About the Go Compiler
Jan 2018 - Alex Alejandre

edit: a recent discussion which will shed much more light on this https://www.reddit.com/r/golang/comments/1994ols/the_go_compiler_needs_to_be_smarter_2020/

N.b. the following makes a mountain out of a molehill, as Go’s close enough 2x slower than C to optimal performance to require significant effort optimizing before the compiler blocks you. As it stands, most optimizations are a question of diminishing returns. It’s primarily a note to myself.
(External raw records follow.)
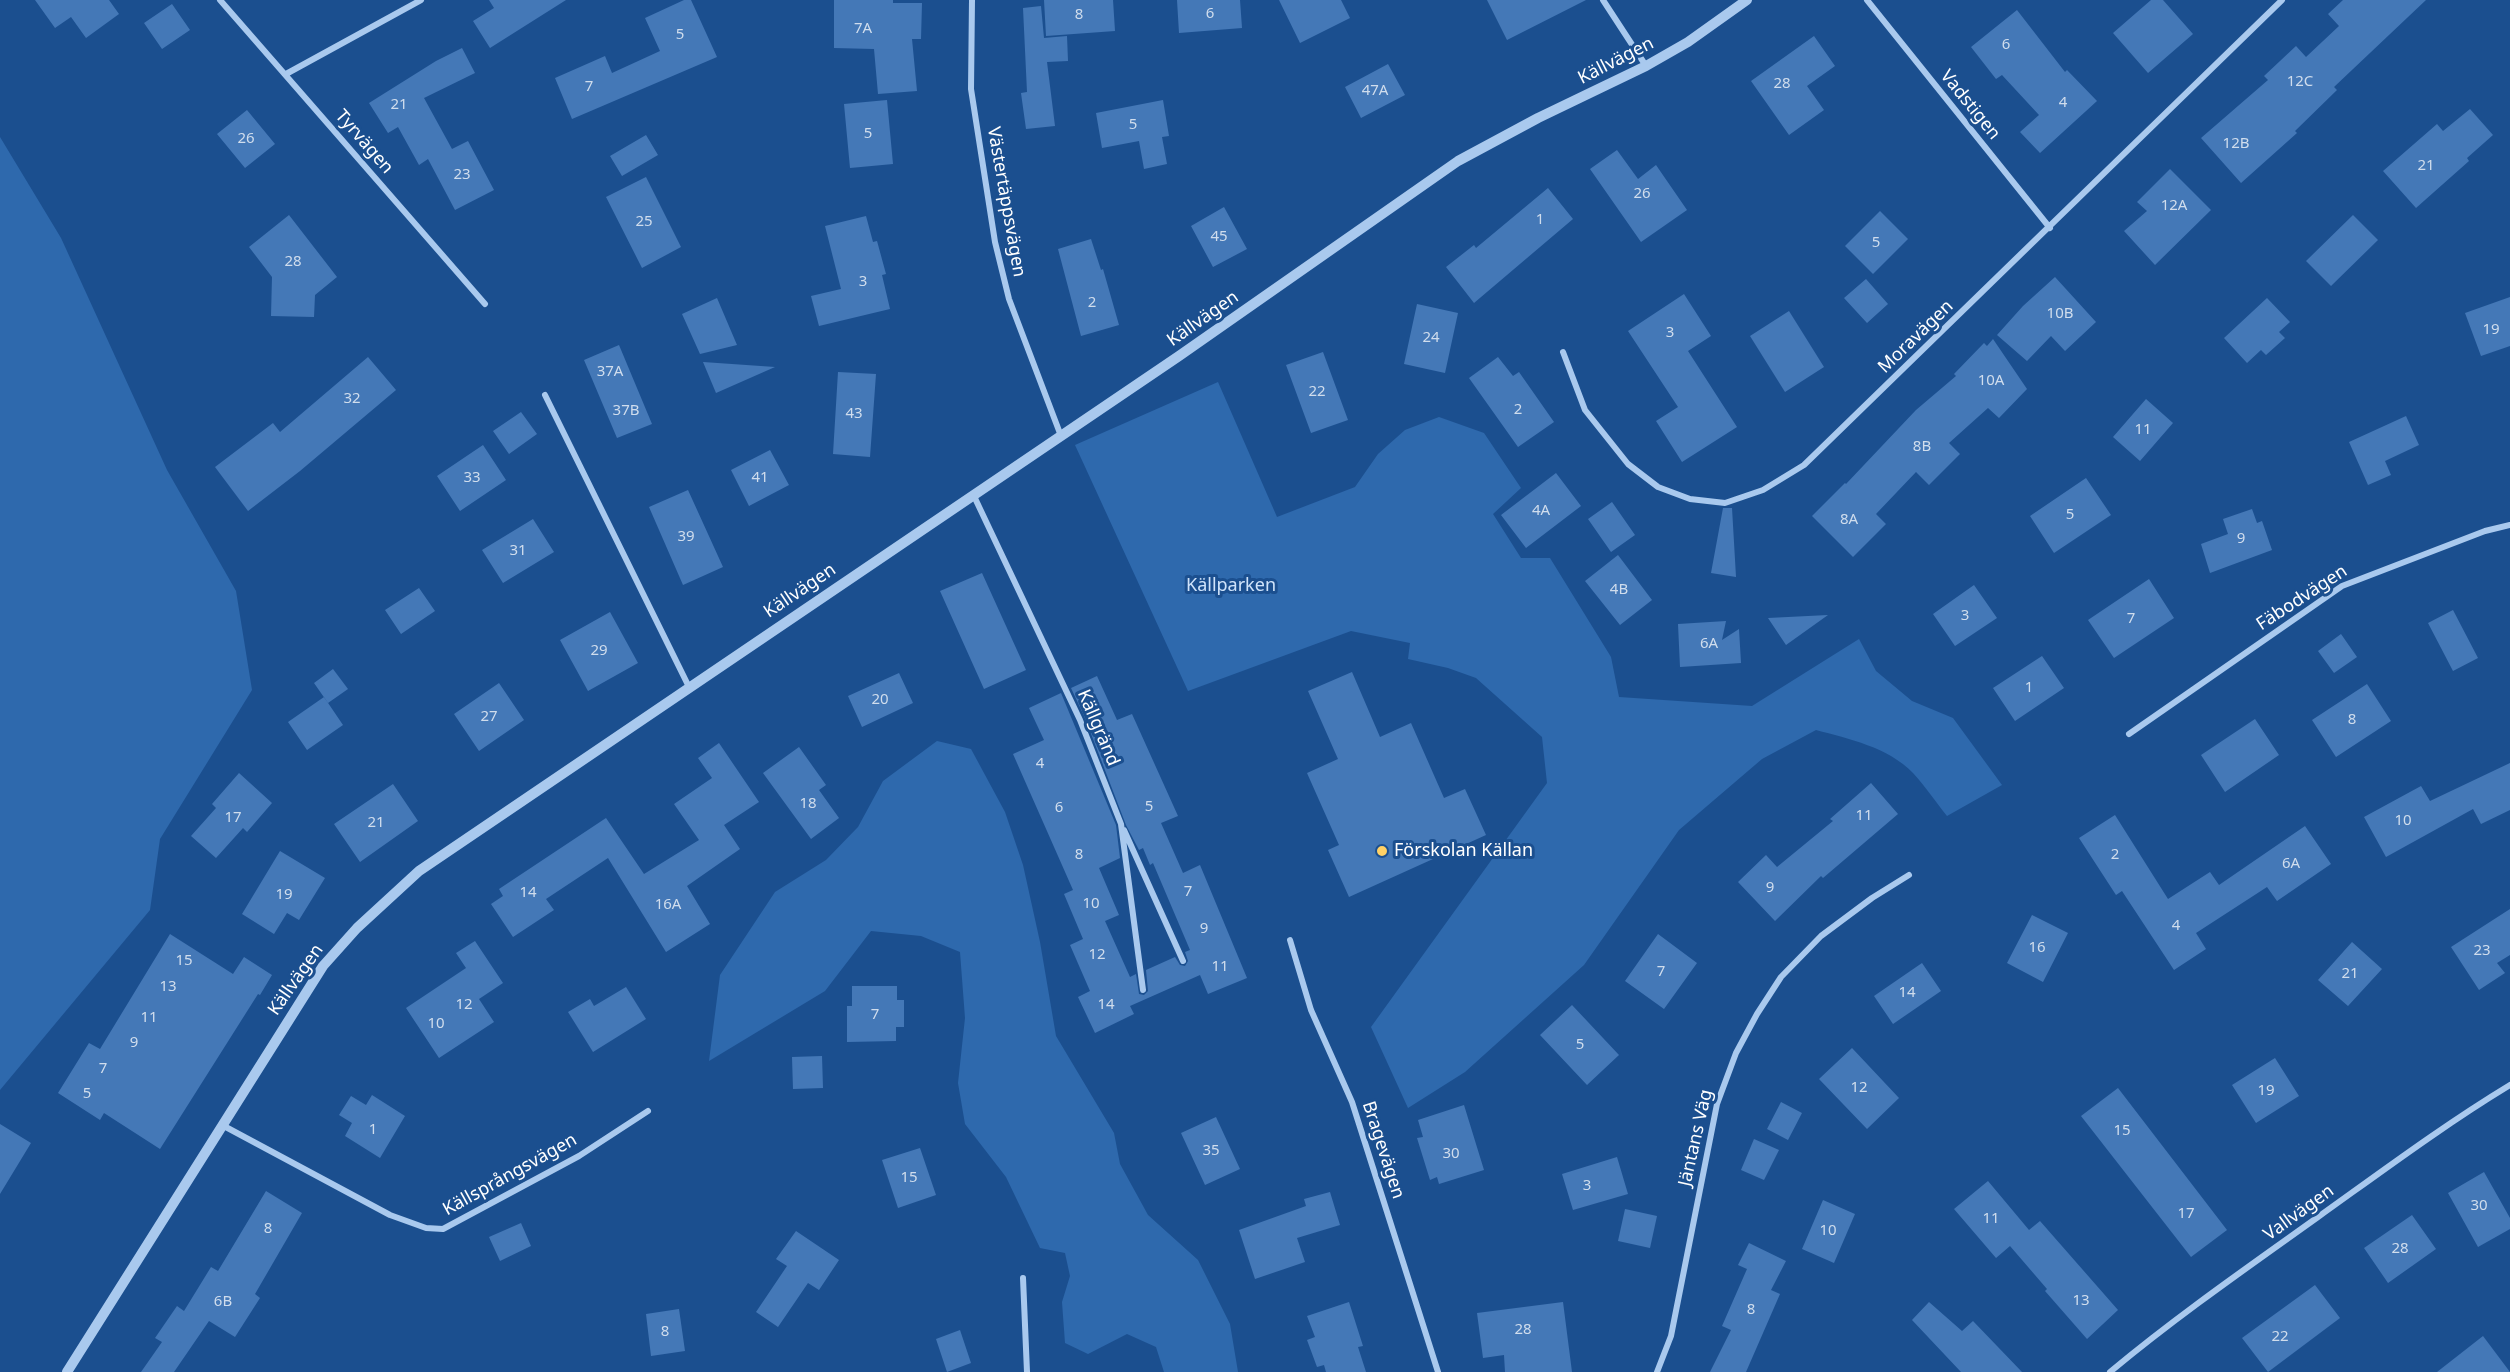 <!DOCTYPE html>
<meta charset="utf-8">
<style>
body{margin:0}
canvas{display:block;background:#1b4f8f}
</style>
<canvas width="2510" height="1372"></canvas>
<script>
const context = document.querySelector('canvas').getContext('2d');
context.lineJoin = 'round';
function fillPath(path, color) { context.fillStyle = color; context.fill(path, 'evenodd'); }
function stroke(path, color, width, dash) { context.strokeStyle = color; context.lineWidth = width; context.lineCap = dash ? 'butt' : 'round'; context.setLineDash(dash || []); context.stroke(path); }
function write(font, color, halo, rows, align = 'center') {
  context.font = font + ' "Noto Sans",sans-serif'; context.lineWidth = 6; context.setLineDash([]); context.textBaseline = 'middle'; context.strokeStyle = halo; context.fillStyle = color; for (const [text, x, y, turn = 0] of rows) {
    context.save(); context.translate(x, y); context.rotate((+turn || 0) * Math.PI / 180); context.textAlign = isNaN(turn) ? turn : align; if (halo) context.strokeText(text, 0, 0); context.fillText(text, 0, 0); context.restore();
  }
}
fillPath(new Path2D(`
 M0,137l61,101 106,232 69,121 16,99 -92,149 -10,71 -150,180z
 M1218,382l59,135 78,-30 23,-33 27,-24 34,-13 45,16 37,55 -28,26 28,44h29l61,99 8,40 133,9 107,-67 17,32 36,30 41,17 49,67 -55,31c-11,-14 -22,-30 -34,-43 -25,-26 -64,-34 -97,-43l-54,29 -83,71 -95,135 -119,107 -57,36 -37,-81 176,-244 -5,-46 -66,-59 -28,-10 -40,-9 2,-16 -59,-12 -163,60 -113,-246z
 M937,741l34,8 34,63 18,53 17,77 16,94 58,97 6,31 28,51 50,45 32,64 8,48h-74l-8,-25 -29,-13 -39,20 -23,-11 -3,-41 8,-26 -5,-23 -25,-5 -34,-71 -41,-53 -7,-41 7,-65 -5,-66 -39,-16 -50,-5 -46,60 -116,70 11,-86 55,-83 51,-32 32,-33 25,-46z`), '#2e69ad');
fillPath(new Path2D(`
 M35,0h74l10,14 -33,24 -15,-21 -16,11z
 M489,0h77l-76,48 -17,-27 21,-13z
 M684,0h7l26,57 -145,62 -17,-41 50,-22 7,17 48,-22 -15,-33z
 M834,0h59v3h29l-1,36h-9l5,52 -39,3 -4,-45 -40,-1z
 M1044,0h69l2,31 -69,5z
 M1177,0h63l2,28 -63,5z
 M1279,0h62l9,18 -50,25z
 M1487,0h99l-79,40z
 M2151,0h12l30,34 -45,39 -35,-40z
 M2343,0h83l-92,87 3,3 -42,41 2,2 -56,50 -40,-45 67,-58 -4,-4 32,-30 10,11 33,-31 -11,-12z
 M172,4l18,26 -28,19 -18,-26z
 M1041,6l3,32 23,-2 1,25 -21,1 8,64 -29,3 -5,-36 6,-1 -4,-84z
 M2017,10l48,62 2,-2 30,31 -57,52 -20,-21 19,-17 -37,-40 -6,4 -25,-32z
 M1814,36l21,30 -28,20 17,24 -35,25 -38,-54z
 M462,48l13,25 -51,25 28,51 16,-8 26,49 -39,20 -27,-51 -9,6 -21,-38 -10,6 -19,-30 67,-42z
 M1388,64l17,31 -44,23 -16,-31z
 M887,100l6,64 -43,4 -6,-64z
 M1163,100l6,36 -7,1 5,27 -23,5 -5,-28 -37,7 -6,-35z
 M2470,109l23,26 -26,23 2,3 -53,47 -33,-37 54,-47 6,7z
 M247,110l28,34 -30,24 -28,-34z
 M646,135l12,20 -36,21 -12,-20z
 M1617,150l21,29 18,-14 31,45 -46,32 -51,-73z
 M2170,169l41,41 -56,55 -31,-34 23,-20 -10,-9z
 M646,177l35,70 -39,21 -36,-71z
 M1548,188l25,31 -99,84 -28,-36 28,-22 2,3z
 M1224,207l23,42 -34,18 -22,-41z
 M1880,211l28,28 -35,35 -28,-28z
 M289,215l48,62 -22,18 -1,22 -43,-1 1,-39 -23,-30z
 M2353,215l25,25 -47,46 -25,-25z
 M866,216l7,26 4,-1 9,33 -4,1 8,34 -71,17 -8,-30 30,-7 -16,-63z
 M1091,239l10,31 2,-1 16,56 -38,11 -23,-87z
 M2055,277l41,45 -31,29 -14,-15 -24,25 -30,-26 26,-29z
 M1866,279l22,25 -21,19 -23,-25z
 M1684,294l27,42 -23,15 49,76 -55,35 -26,-41 22,-14 -50,-76z
 M2510,297v49l-29,10 -16,-43z
 M717,298l20,47 -37,9 -18,-40z
 M2267,298l23,24 -11,10 6,6 -19,17 -5,-5 -14,13 -23,-25z
 M1417,304l41,9 -13,60 -41,-9z
 M1789,311l35,56 -39,25 -35,-56z
 M1993,339l34,50 -28,29 -11,-10 -39,35 11,11 -31,31 -13,-13 -40,42 10,10 -33,33 -41,-41 33,-33 1,1 70,-74 40,-34 -2,-2 30,-31 3,3z
 M619,345l33,79 -35,14 -33,-78z
 M1323,352l25,68 -37,13 -25,-68z
 M368,357l28,33 -96,81 -52,40 -33,-44 58,-44 7,9z
 M1498,357l15,19 6,-4 35,50 -36,25 -49,-69z
 M703,362l72,5 -59,26z
 M838,372l38,2 -6,83 -37,-3z
 M2146,399l27,24 -33,38 -27,-24z
 M521,412l16,22 -28,20 -16,-23z
 M2406,416l13,29 -34,16 6,14 -23,10 -19,-43z
 M483,445l23,35 -46,31 -23,-35z
 M770,450l19,35 -40,21 -18,-36z
 M1556,473l25,33 -55,42 -25,-33z
 M2086,478l25,37 -57,38 -24,-37z
 M688,490l35,77 -40,18 -34,-78z
 M1612,502l23,33 -24,17 -23,-33z
 M1723,508h9l4,69 -25,-4z
 M2252,509l5,14 5,-2 10,29 -62,23 -9,-29 27,-10 -5,-15z
 M533,519l21,33 -51,31 -21,-33z
 M1618,555l34,45 -32,25 -35,-44z
 M982,573l44,97 -42,19 -44,-98z
 M2149,579l25,39 -60,40 -26,-38z
 M1974,585l23,33 -42,28 -22,-32z
 M419,588l16,23 -34,23 -16,-24z
 M2453,610l25,48 -25,13 -25,-48z
 M610,612l28,51 -50,28 -28,-51z
 M1828,615l-42,30 -18,-27z
 M1726,621l-4,19 17,-11 2,34 -61,4 -2,-43z
 M2341,634l16,23 -23,16 -16,-22z
 M2042,656l22,32 -49,33 -22,-33z
 M333,669l15,20 -20,14 -14,-20z
 M1352,672l28,65 31,-14 33,75 21,-9 21,46 -137,62 -21,-47 11,-5 -32,-72 31,-14 -30,-68z
 M899,673l14,30 -51,24 -14,-31z
 M1097,676l20,44 15,-6 46,102 -17,7 22,50 17,-8 47,113 -39,16 -8,-19 -70,31 4,8 -39,19 -17,-36 12,-6 -20,-46 13,-6 -19,-45 9,-4 -60,-136 31,-14 -15,-32 32,-15 55,132 4,33 -21,10 20,47 -14,6 25,56 6,-3 3,20 5,1 4,-4 -2,-21 29,-13 5,8 5,1 3,-5 -3,-9 5,-2 -37,-87 -3,2 -7,-17 -4,2 -13,-25 -41,-107 -14,-30z
 M499,683l25,37 -45,31 -25,-37z
 M2367,684l24,37 -55,36 -24,-37z
 M324,697l19,28 -36,25 -19,-28z
 M2255,719l24,36 -54,37 -24,-37z
 M719,743l40,59 -35,23 16,24 -53,37 23,38 -44,28 -58,-94 -62,41 8,11 -41,27 -22,-33 12,-8 -4,-7 107,-71 38,56 55,-34 -25,-36 38,-26 -14,-20z
 M799,747l27,38 -7,5 20,28 -28,21 -48,-66z
 M2510,763v47l-29,14 -8,-15 -87,48 -22,-40 57,-31 9,15z
 M239,773l33,30 -25,29 -4,-4 -27,30 -25,-22 25,-28 -4,-4z
 M1871,783l27,31 -75,64 -2,-2 -46,45 -37,-39 28,-27 11,12 56,-46 -3,-2z
 M393,784l25,37 -58,41 -26,-38z
 M2115,815l53,84 42,-27 9,13 86,-59 26,38 -54,37 -10,-14 -71,46 10,16 -32,21 -52,-79 -6,4 -37,-57z
 M280,851l45,27 -26,42 -12,-7 -13,21 -32,-20z
 M2510,909v46l-13,8 8,10 -26,17 -28,-43z
 M2032,915l36,18 -25,49 -36,-19z
 M170,934l63,40 11,-17 28,18 -12,20 -2,-1 -98,155 -56,-36 -4,7 -42,-27 31,-50 11,6z
 M1658,934l39,29 -33,46 -39,-28z
 M475,941l28,42 -24,16 15,23 -55,36 -33,-50 60,-40 -10,-15z
 M2352,942l30,27 -34,37 -30,-26z
 M1922,963l19,28 -48,33 -19,-28z
 M852,986h45v14h7v27h-8v14l-49,1v-36h5z
 M626,987l20,32 -53,33 -25,-40 22,-13 4,7z
 M1572,1005l47,50 -32,30 -47,-50z
 M1852,1048l47,50 -32,31 -48,-50z
 M822,1056l1,32 -30,1 -1,-32z
 M2275,1058l24,38 -43,27 -24,-38z
 M2118,1088l109,142 -36,27 -110,-141z
 M372,1095l33,21 -25,42 -35,-22 7,-13 -13,-8 12,-19 15,9z
 M1781,1102l21,11 -14,27 -21,-11z
 M1464,1105l20,65 -45,14 -2,-7 -7,3 -13,-42 6,-1 -5,-17z
 M1216,1117l24,52 -35,16 -24,-52z
 M0,1124l31,19 -31,51z
 M1754,1139l25,11 -15,30 -23,-10z
 M920,1148l16,47 -38,13 -16,-48z
 M1617,1157l11,37 -55,16 -11,-36z
 M2484,1172l26,46v11l-32,18 -30,-54z
 M1988,1181l41,49 11,-9 78,89 -31,29 -42,-48 2,-2 -37,-43 -14,12 -42,-49z
 M266,1191l36,22 -47,81 5,4 -25,39 -26,-16 -35,51h-33l21,-30 -7,-4 22,-32 7,5 27,-44 7,4z
 M1330,1192l10,33 -43,13 8,24 -50,17 -16,-49 67,-24 -2,-7z
 M1823,1200l32,14 -21,49 -32,-14z
 M1625,1209l32,7 -7,32 -32,-7z
 M2412,1215l24,34 -48,34 -24,-35z
 M521,1223l10,23 -31,15 -11,-24z
 M796,1231l43,29 -20,30 -11,-7 -30,44 -22,-15 31,-46 -11,-7z
 M1749,1243l37,18 -15,29 9,4 -34,78h-36l21,-42 -9,-4 25,-57 -9,-4z
 M2315,1285l25,33 -72,54 -26,-34z
 M1349,1302l14,44 -5,1 8,25h-40l-2,-7 -7,2 -10,-27 8,-3 -8,-21z
 M1563,1302l9,70h-67l-1,-17 -21,3 -6,-45z
 M1929,1302l33,29 11,-10 49,51h-61l-49,-52z
 M679,1309l6,42 -34,5 -5,-42z
 M960,1330l11,33 -24,9 -11,-33z
 M2483,1336l27,36h-73z`), '#4478b7');
stroke(new Path2D(`
 M220,0l265,304
 M972,0l-1,89 24,153 14,57 52,137
 M1603,0l43,66
 M1867,0l183,228
 M286,74l135,-74
 M1563,352l22,58 43,54 30,23 32,12 35,4 38,-13 41,-25 478,-465
 M545,395l144,292
 M973,494l107,226 41,104 22,166
 M2129,734l213,-148 143,-55 25,-6
 M1124,830l59,131
 M1290,940l21,70 41,92 86,270
 M222,1125l168,90 36,13 17,1 136,-73 69,-45
 M1023,1278l4,94
 M1657,1372l14,-36 46,-232 19,-51 21,-39 24,-37 40,-41 51,-38 37,-23
 M2110,1372c66,-55 138,-105 208,-155 63,-45 126,-92 192,-132`), '#a9c9ee', 6);
stroke(new Path2D(`
 M67,1372l256,-406 34,-38 62,-57 760,-515 279,-195 80,-43 108,-52 42,-24 59,-42`), '#a9c9ee', 10);
for (const [x, y, r, color] of [
 [1382,851,6,"#ffd166"]
]) { const dot = new Path2D(); dot.arc(x, y, r, 0, 2 * Math.PI); context.fillStyle = color; context.fill(dot); stroke(dot, '#1b4f8f', 2); }
write('15px', '#d0dded', null, [
 ["6",1210,14],
 ["8",1079,15],
 ["7A",863,29],
 ["5",680,35],
 ["6",2006,45],
 ["12C",2300,82],
 ["28",1782,84],
 ["7",589,87],
 ["47A",1375,91],
 ["4",2063,103],
 ["21",399,105],
 ["5",1133,125],
 ["5",868,134],
 ["26",246,139],
 ["12B",2236,144],
 ["21",2426,166],
 ["23",462,175],
 ["26",1642,194],
 ["12A",2174,206],
 ["1",1540,220],
 ["25",644,222],
 ["45",1219,237],
 ["5",1876,243],
 ["28",293,262],
 ["3",863,282],
 ["2",1092,303],
 ["10B",2060,314],
 ["19",2491,330],
 ["3",1670,333],
 ["24",1431,338],
 ["37A",610,372],
 ["10A",1991,381],
 ["22",1317,392],
 ["32",352,399],
 ["2",1518,410],
 ["37B",626,411],
 ["43",854,414],
 ["11",2143,430],
 ["8B",1922,447],
 ["33",472,478],
 ["41",760,478],
 ["4A",1541,511],
 ["5",2070,515],
 ["8A",1849,520],
 ["39",686,537],
 ["9",2241,539],
 ["31",518,551],
 ["4B",1619,590],
 ["3",1965,616],
 ["7",2131,619],
 ["6A",1709,644],
 ["29",599,651],
 ["1",2029,688],
 ["20",880,700],
 ["27",489,717],
 ["8",2352,720],
 ["4",1040,764],
 ["18",808,804],
 ["5",1149,807],
 ["6",1059,808],
 ["11",1864,816],
 ["17",233,818],
 ["10",2403,821],
 ["21",376,823],
 ["8",1079,855],
 ["2",2115,855],
 ["6A",2291,864],
 ["9",1770,888],
 ["7",1188,892],
 ["14",528,893],
 ["19",284,895],
 ["10",1091,904],
 ["16A",668,905],
 ["4",2176,926],
 ["9",1204,929],
 ["16",2037,948],
 ["23",2482,951],
 ["12",1097,955],
 ["15",184,961],
 ["11",1220,967],
 ["7",1661,972],
 ["21",2350,974],
 ["13",168,987],
 ["14",1907,993],
 ["12",464,1005],
 ["14",1106,1005],
 ["7",875,1015],
 ["11",149,1018],
 ["10",436,1024],
 ["9",134,1043],
 ["5",1580,1045],
 ["7",103,1069],
 ["12",1859,1088],
 ["19",2266,1091],
 ["5",87,1094],
 ["1",373,1130],
 ["15",2122,1131],
 ["35",1211,1151],
 ["30",1451,1154],
 ["15",909,1178],
 ["3",1587,1186],
 ["30",2479,1206],
 ["17",2186,1214],
 ["11",1991,1219],
 ["8",268,1229],
 ["10",1828,1231],
 ["28",2400,1249],
 ["13",2081,1301],
 ["6B",223,1302],
 ["8",1751,1310],
 ["28",1523,1330],
 ["8",665,1332],
 ["22",2280,1337]
]);
write('18px', '#fff', '#1b4f8f', [
 ["Källvägen",1616,61,-27],
 ["Vadstigen",1970,105,51],
 ["Tyrvägen",364,142,49],
 ["Västertäppsvägen",1006,202,80],
 ["Källvägen",1203,319,-35],
 ["Moravägen",1916,337,-44],
 ["Källvägen",800,591,-34],
 ["Fäbodvägen",2302,598,-33],
 ["Källgränd",1098,728,67],
 ["Källvägen",296,980,-55],
 ["Jäntans Väg",1696,1138,-77],
 ["Bragevägen",1383,1150,72],
 ["Källsprångsvägen",510,1175,-29],
 ["Vallvägen",2299,1213,-36]
]);
write('18px', '#cfe3fa', '#1b4f8f', [
 ["Källparken",1231,586]
]);
write('18px', '#fff', '#1b4f8f', [
 ["Förskolan Källan",1394,851]
], 'left');
</script>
To avoid complexity and enable faster iterations, the Go team went with their own optimizer and code generator (and Plan 9 based assembler). Without investing much time in them, they’re now behind both LLVM and mature JITs. gccgo can sometimes optimize better than go, although gollvm is now dead.

While Go doesn’t focus on CPU-bound performance, it’s acceptable for IO-bound tasks. However the stdlib JSON decoder and regex engine are CPU-bound due to poor implementations (5x slower than JS).

Go does optimize for quick compile times, where further passes would only reduce the developer experience. (However the lack of expessive types, lifetimes or generics methods, type embedding, aliases switches, more than makes up for small possible changes like agressive inlining and constant detection.)

Benefits of Standard Approach

Go does not have different levels of optimization, lest bugs appear in a single version. A whole pathology of flags and versions could sprout, with patterns optimized for a single version. In practice, the optimal version will receive most developer attention.

Above all, the current compiler is simple, allowing quicker rewrites or modifications when they offer significant improvements outweighing the increased complexity. Vectorization has not passed this hurdle (libraries would benefit the most, but already use inline assembly.)

The Spec

The Go spec promises certain behaviors which fundementally prevent various optimizations. (Heavy use of interfaces also prevents inlining, which could theoretically allow for some optimizations, while JITs can devirtualize them live.)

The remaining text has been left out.